Final answer:
To find the horizontal distance from the center of a bridge arch in the shape of half an ellipse where the height is 14.8 feet, we use the equation of an ellipse and solve for the variable x. Given the bridge is 150 feet wide and 32.4 feet high, the horizontal distance where the height is 14.8 feet is approximately 30.5 feet.
Step-by-step explanation:
The bridge arch described in the question is shaped like half an ellipse. To find the horizontal distance from the center where the height is equal to 14.8 feet, we will use the equation of an ellipse centered at the origin (x^2/a^2) + (y^2/b^2) = 1, where a is the semi-major axis and b is the semi-minor axis.
In this case, since the bridge is 150 feet wide, the entire length represents the major axis of the ellipse, so the semi-major axis a is 150/2 = 75 feet.
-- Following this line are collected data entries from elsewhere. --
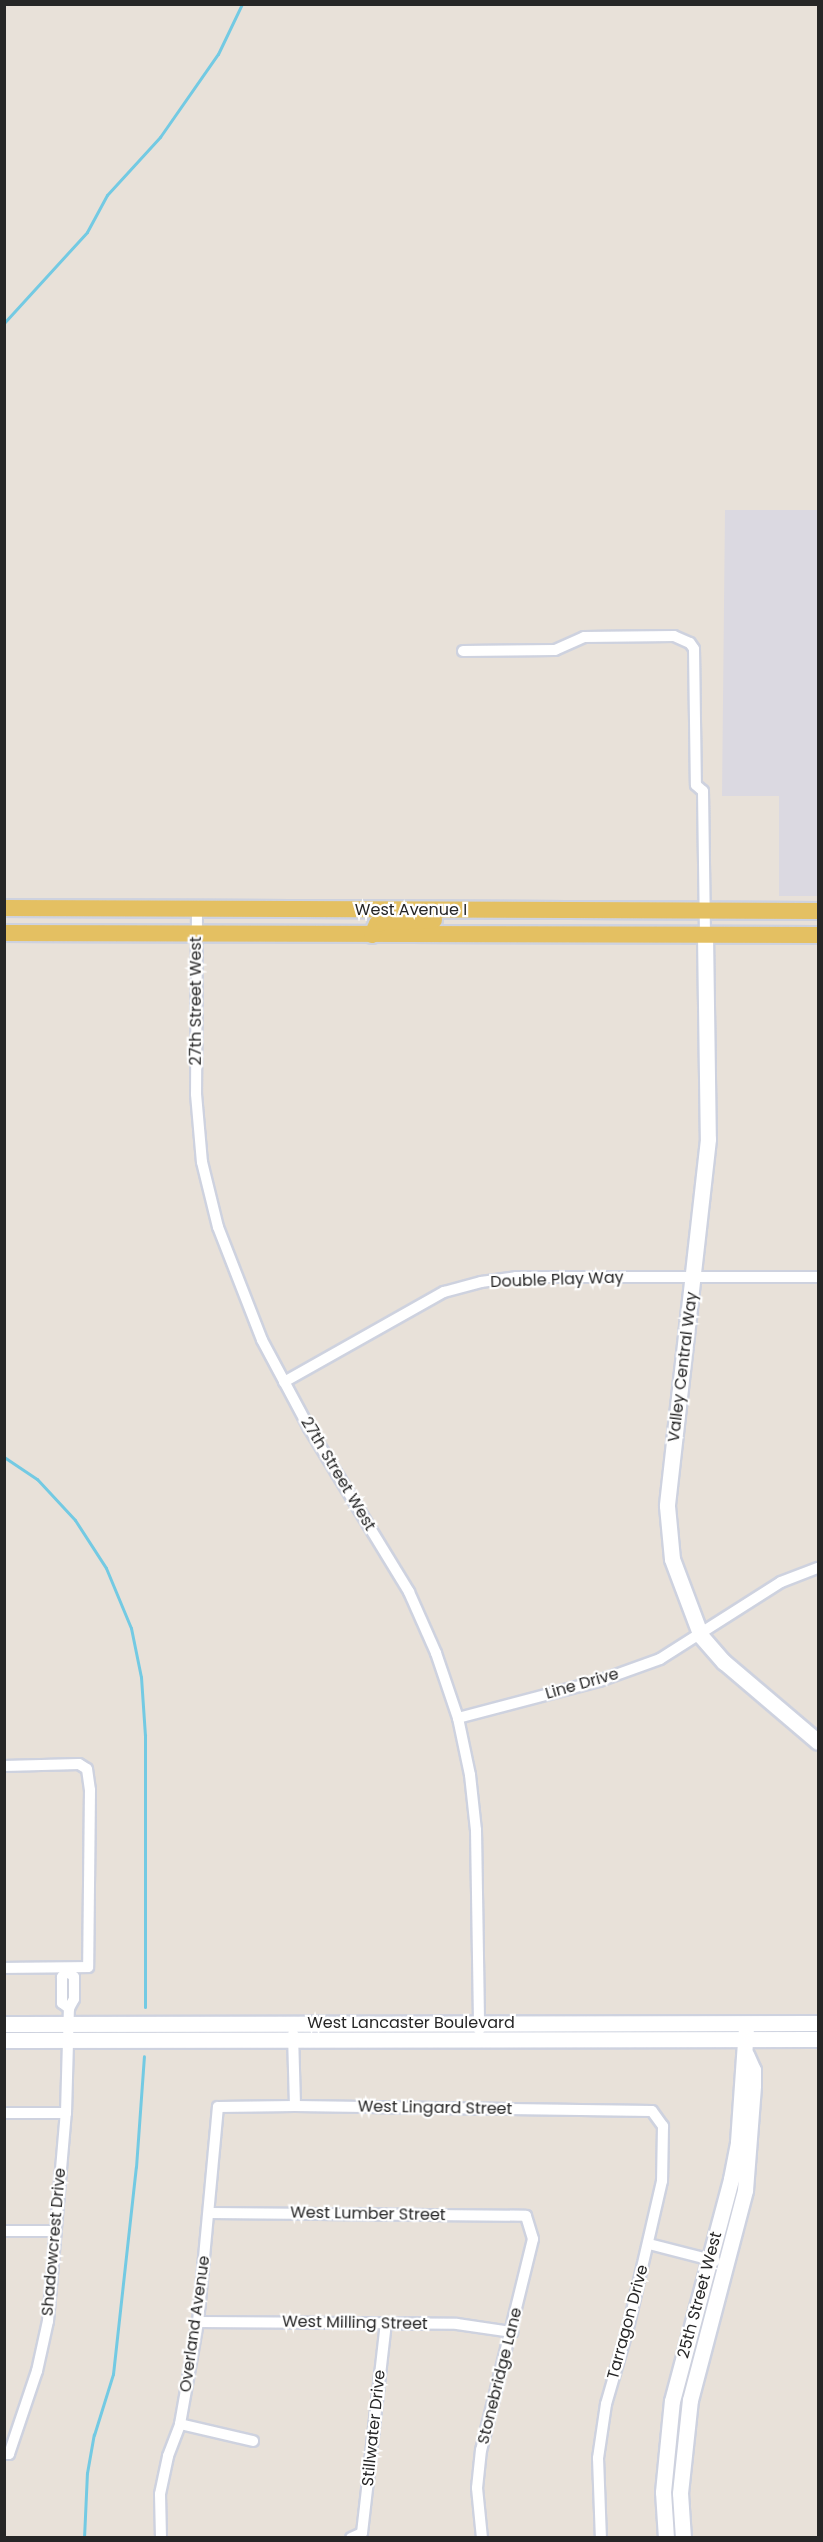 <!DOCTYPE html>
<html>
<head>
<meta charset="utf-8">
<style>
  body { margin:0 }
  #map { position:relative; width:823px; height:2542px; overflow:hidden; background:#e8e1d9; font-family:Poppins,sans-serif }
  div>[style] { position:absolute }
  .industrial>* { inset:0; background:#dbd9e1 }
  .stream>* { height:3px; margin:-1.5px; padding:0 1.5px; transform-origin:1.5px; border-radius:1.5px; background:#73cae3 }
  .roads { filter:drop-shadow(2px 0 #ced2df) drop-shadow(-2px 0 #ced2df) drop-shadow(0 2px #ced2df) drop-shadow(0 -2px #ced2df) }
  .street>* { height:10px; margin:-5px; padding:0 5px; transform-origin:5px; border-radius:5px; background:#fff }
  .secondary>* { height:15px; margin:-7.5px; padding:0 7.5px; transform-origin:7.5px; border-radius:7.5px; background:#fff }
  .primary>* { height:16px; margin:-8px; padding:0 8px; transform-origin:8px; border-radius:8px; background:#e4c062 }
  span { translate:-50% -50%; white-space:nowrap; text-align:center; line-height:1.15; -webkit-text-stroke:4.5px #fff; paint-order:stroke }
  .street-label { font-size:16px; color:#262626 }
  .frame { position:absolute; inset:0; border:6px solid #262626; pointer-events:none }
</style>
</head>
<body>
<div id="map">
  <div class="industrial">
    <div style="clip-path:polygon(725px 510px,818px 510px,818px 896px,779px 896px,779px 796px,722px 796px)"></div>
  </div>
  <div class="stream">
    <div style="left:4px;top:323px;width:123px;rotate:-47.6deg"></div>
    <div style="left:87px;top:232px;width:42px;rotate:-61.6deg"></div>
    <div style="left:107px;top:195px;width:79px;rotate:-47.6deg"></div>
    <div style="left:160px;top:137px;width:101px;rotate:-55.1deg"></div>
    <div style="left:218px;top:54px;width:55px;rotate:-64.4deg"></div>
    <div style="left:4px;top:1457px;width:40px;rotate:34deg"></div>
    <div style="left:37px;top:1479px;width:56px;rotate:47.2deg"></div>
    <div style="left:75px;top:1520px;width:57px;rotate:57.1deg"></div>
    <div style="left:106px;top:1568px;width:65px;rotate:67.4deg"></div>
    <div style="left:131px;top:1628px;width:50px;rotate:78.5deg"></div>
    <div style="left:141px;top:1677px;width:58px;rotate:86.1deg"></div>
    <div style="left:145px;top:1735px;width:272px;rotate:90deg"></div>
    <div style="left:84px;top:2538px;width:65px;rotate:-87.4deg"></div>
    <div style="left:87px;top:2473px;width:39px;rotate:-80deg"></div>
    <div style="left:94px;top:2435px;width:64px;rotate:-72.7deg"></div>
    <div style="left:113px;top:2374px;width:208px;rotate:-83.7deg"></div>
    <div style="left:136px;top:2167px;width:111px;rotate:-85.9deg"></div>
  </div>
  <div class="roads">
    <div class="street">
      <div style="left:463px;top:651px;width:92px;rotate:-0.6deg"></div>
      <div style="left:555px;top:650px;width:32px;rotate:-24deg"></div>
      <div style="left:584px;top:637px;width:90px;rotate:-0.6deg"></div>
      <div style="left:674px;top:636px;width:17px;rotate:24deg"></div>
      <div style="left:690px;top:643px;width:7px;rotate:56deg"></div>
      <div style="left:694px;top:649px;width:136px;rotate:89.2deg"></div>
      <div style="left:696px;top:785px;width:9px;rotate:41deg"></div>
      <div style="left:703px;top:791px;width:143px;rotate:89.2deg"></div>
      <div style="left:197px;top:909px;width:185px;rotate:90.3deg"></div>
      <div style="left:196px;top:1094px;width:68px;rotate:85deg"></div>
      <div style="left:202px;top:1162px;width:67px;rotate:76.2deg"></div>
      <div style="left:218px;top:1227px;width:121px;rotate:68.7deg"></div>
      <div style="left:262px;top:1340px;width:100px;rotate:61.9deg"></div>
      <div style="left:309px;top:1428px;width:192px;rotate:58.6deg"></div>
      <div style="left:409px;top:1592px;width:67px;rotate:66.1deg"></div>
      <div style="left:436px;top:1653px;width:69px;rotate:71.3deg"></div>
      <div style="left:458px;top:1718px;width:58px;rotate:78.1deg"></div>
      <div style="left:470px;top:1775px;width:55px;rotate:83.8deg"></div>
      <div style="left:476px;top:1830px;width:200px;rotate:89.1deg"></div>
      <div style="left:284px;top:1382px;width:184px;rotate:-29.4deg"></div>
      <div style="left:444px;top:1292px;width:38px;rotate:-15deg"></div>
      <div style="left:481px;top:1282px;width:35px;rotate:-8deg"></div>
      <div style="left:516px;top:1277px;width:302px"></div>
      <div style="left:458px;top:1718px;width:146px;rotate:-14.7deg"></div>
      <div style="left:599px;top:1681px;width:65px;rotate:-19.8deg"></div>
      <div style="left:660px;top:1659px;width:143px;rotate:-32.5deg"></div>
      <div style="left:781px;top:1582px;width:40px;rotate:-21deg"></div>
      <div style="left:4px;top:1766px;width:75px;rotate:-1.5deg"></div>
      <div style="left:79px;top:1764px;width:9px;rotate:32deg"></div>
      <div style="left:87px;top:1769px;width:21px;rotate:82deg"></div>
      <div style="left:90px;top:1790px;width:177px;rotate:90.6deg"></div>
      <div style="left:88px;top:1967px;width:84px;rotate:179.3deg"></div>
      <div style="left:293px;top:2034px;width:72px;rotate:88.4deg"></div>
      <div style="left:4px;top:2113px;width:62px"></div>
      <div style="left:210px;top:2213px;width:316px;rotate:0.5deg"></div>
      <div style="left:526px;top:2216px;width:24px;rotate:73deg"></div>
      <div style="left:533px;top:2239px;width:217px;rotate:103.8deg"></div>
      <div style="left:481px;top:2450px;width:38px;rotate:96deg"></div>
      <div style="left:477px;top:2488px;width:50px;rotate:84.3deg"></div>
      <div style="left:4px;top:2231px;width:51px"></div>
      <div style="left:649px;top:2244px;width:68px;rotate:14.4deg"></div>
      <div style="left:198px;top:2322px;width:259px;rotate:0.4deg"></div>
      <div style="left:457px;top:2324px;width:56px;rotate:8.3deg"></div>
      <div style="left:180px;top:2424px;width:75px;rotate:13.1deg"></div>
      <div style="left:4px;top:2454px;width:5px"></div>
      <div style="left:9px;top:2454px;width:88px;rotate:-71.4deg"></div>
      <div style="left:37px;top:2371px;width:51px;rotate:-77.6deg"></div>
      <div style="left:48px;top:2321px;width:209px;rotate:-85.1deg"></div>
      <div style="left:66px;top:2113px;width:105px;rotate:-88.4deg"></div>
      <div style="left:69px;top:2008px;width:10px;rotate:-61deg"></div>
      <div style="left:74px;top:1999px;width:22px;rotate:-90deg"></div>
      <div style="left:74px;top:1977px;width:9px;rotate:-139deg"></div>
      <div style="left:67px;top:1971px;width:8px;rotate:130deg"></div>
      <div style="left:62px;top:1977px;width:26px;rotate:90deg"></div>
      <div style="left:62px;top:2003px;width:9px;rotate:36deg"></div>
      <div style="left:161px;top:2538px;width:44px;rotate:-91.3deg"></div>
      <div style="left:160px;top:2494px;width:39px;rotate:-78deg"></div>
      <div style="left:168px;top:2456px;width:34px;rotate:-69deg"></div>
      <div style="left:180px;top:2424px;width:104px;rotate:-80deg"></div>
      <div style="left:198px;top:2322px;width:216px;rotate:-84.7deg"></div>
      <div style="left:218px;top:2107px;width:77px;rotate:-0.7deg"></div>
      <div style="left:295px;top:2106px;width:357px;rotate:0.8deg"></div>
      <div style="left:652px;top:2111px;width:19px;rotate:54deg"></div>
      <div style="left:663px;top:2126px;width:55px;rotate:91deg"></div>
      <div style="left:662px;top:2181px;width:151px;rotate:103deg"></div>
      <div style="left:628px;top:2328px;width:79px;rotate:106.1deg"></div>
      <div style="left:606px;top:2404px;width:55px;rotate:98.4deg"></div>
      <div style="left:598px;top:2458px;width:80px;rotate:87.9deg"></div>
      <div style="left:351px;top:2538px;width:12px;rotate:-24deg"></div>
      <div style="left:362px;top:2533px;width:211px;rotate:-83.5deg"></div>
    </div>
    <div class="secondary">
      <div style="left:705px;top:934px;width:205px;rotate:89.2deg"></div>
      <div style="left:708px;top:1139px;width:369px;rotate:96.4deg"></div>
      <div style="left:667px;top:1506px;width:53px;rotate:84.6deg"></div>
      <div style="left:672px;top:1559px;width:82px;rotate:69.4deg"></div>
      <div style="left:701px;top:1636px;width:35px;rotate:49deg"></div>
      <div style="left:724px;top:1662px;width:123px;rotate:40.4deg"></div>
      <div style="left:4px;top:2024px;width:814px;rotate:-0.07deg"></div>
      <div style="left:4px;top:2040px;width:814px;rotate:-0.07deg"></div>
      <div style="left:666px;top:2538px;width:46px;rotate:-93.7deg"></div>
      <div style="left:663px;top:2492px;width:91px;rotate:-84.4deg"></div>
      <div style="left:672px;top:2401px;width:230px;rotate:-75.1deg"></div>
      <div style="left:731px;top:2179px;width:38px;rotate:-79deg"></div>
      <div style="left:738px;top:2142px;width:113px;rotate:-86deg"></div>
      <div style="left:683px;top:2538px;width:45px;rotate:-93.8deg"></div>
      <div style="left:680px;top:2493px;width:94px;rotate:-83.9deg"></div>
      <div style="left:690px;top:2400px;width:217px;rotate:-75.3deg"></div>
      <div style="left:745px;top:2190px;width:105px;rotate:-85.6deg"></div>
      <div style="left:753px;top:2085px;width:15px;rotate:-90deg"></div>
      <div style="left:753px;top:2070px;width:17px;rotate:-114deg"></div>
    </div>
    <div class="primary">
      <div style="left:4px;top:908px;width:814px;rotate:0.21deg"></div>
      <div style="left:4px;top:933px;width:814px;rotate:0.14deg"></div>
      <div style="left:372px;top:935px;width:12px;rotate:-66deg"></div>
      <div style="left:377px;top:924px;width:7px;rotate:-16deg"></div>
      <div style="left:384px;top:922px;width:50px;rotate:-2.3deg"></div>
    </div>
  </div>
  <div class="street-label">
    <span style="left:411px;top:910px">West Avenue I</span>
    <span style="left:196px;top:1001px;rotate:-90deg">27th Street West</span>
    <span style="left:557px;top:1280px;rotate:-2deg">Double Play Way</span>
    <span style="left:683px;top:1367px;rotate:-83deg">Valley Central Way</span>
    <span style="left:338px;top:1474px;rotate:59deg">27th Street West</span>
    <span style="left:582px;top:1684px;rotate:-16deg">Line Drive</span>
    <span style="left:411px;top:2023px">West Lancaster Boulevard</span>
    <span style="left:435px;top:2108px;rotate:1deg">West Lingard Street</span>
    <span style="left:368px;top:2214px;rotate:1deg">West Lumber Street</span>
    <span style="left:54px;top:2242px;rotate:-85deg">Shadowcrest Drive</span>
    <span style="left:700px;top:2295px;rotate:-75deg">25th Street West</span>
    <span style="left:628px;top:2322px;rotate:-75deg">Tarragon Drive</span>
    <span style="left:355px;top:2323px;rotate:1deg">West Milling Street</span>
    <span style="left:195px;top:2324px;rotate:-82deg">Overland Avenue</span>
    <span style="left:500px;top:2376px;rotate:-76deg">Stonebridge Lane</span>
    <span style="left:374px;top:2428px;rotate:-84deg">Stillwater Drive</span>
  </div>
  <div class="frame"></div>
</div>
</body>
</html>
The full height of 32.4 feet represents the minor axis, so the semi-minor axis b is 32.4/2 = 16.2 feet. Therefore, the equation of the ellipse is (x^2/75^2) + (y^2/16.2^2) = 1.
To find the horizontal distance x where the height y is equal to 14.8 feet, we substitute y into the equation and solve for x:
(x^2/75^2) + (14.8^2/16.2^2) = 1
(x^2/75^2) = 1 - (14.8^2/16.2^2)
x^2 = 75^2 * (1 - (14.8^2/16.2^2))
x = ±75 * sqrt(1 - (14.8^2/16.2^2))
We only consider the positive value of x since we are looking for a horizontal distance, which is always positive:
x ≈ ±75 * sqrt(1 - (219.04/262.44))
x ≈ ±75 * sqrt(1 - 0.8347)
x ≈ ±75 * sqrt(0.1653)
x ≈ ±75 * 0.4066
x ≈ ±30.5 feet
So, the horizontal distance from the center of the arch where the height is 14.8 feet is approximately 30.5 feet.